▶ Directions
Scan the material below for the string "places". Report every line that has it.

▶ Study material
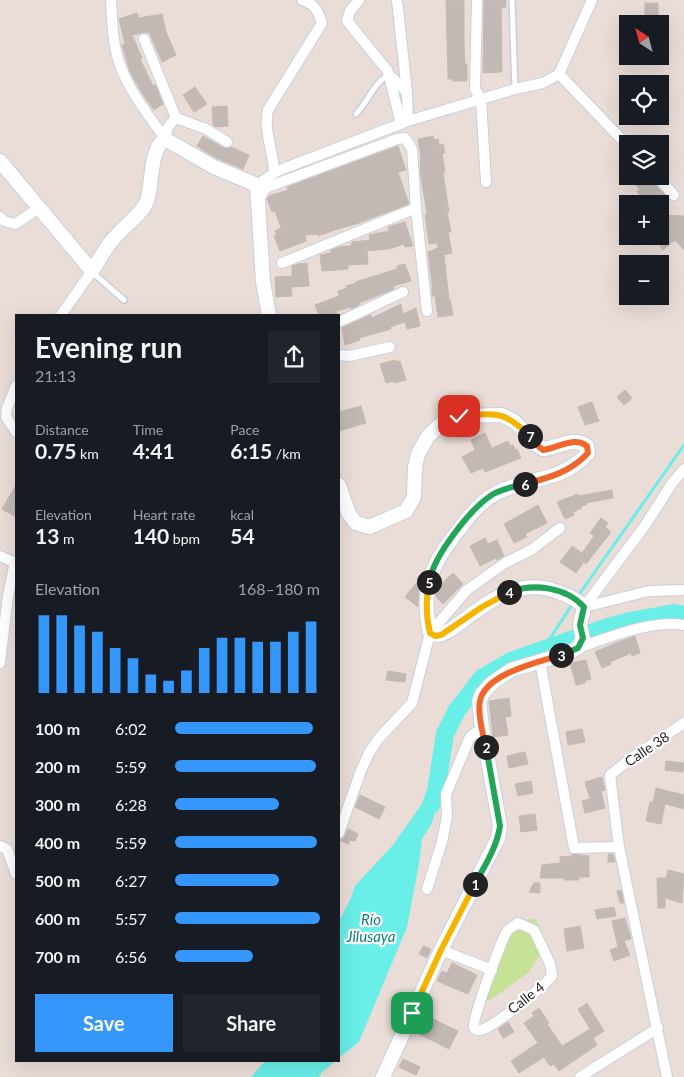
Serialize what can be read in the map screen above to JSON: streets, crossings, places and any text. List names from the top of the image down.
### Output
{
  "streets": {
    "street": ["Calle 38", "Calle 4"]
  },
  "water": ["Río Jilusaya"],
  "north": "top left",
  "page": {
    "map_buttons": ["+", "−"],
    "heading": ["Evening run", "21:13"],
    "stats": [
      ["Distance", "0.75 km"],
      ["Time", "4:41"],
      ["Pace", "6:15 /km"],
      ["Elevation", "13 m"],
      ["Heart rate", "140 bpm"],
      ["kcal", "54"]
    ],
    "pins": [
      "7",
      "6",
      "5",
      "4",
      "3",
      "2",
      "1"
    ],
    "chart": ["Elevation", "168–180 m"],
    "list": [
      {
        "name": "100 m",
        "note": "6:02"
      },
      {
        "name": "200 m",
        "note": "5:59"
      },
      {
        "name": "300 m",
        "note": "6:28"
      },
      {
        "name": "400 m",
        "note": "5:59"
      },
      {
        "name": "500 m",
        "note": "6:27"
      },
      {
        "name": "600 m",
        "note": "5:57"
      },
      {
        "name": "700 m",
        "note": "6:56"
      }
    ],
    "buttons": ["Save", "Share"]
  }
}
...
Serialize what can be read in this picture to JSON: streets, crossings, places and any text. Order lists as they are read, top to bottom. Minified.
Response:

▶ Response box
Serialize what can be read in the map screen above to JSON: streets, crossings, places and any text. List names from the top of the image down.
Serialize what can be read in this picture to JSON: streets, crossings, places and any text. Order lists as they are read, top to bottom. Minified.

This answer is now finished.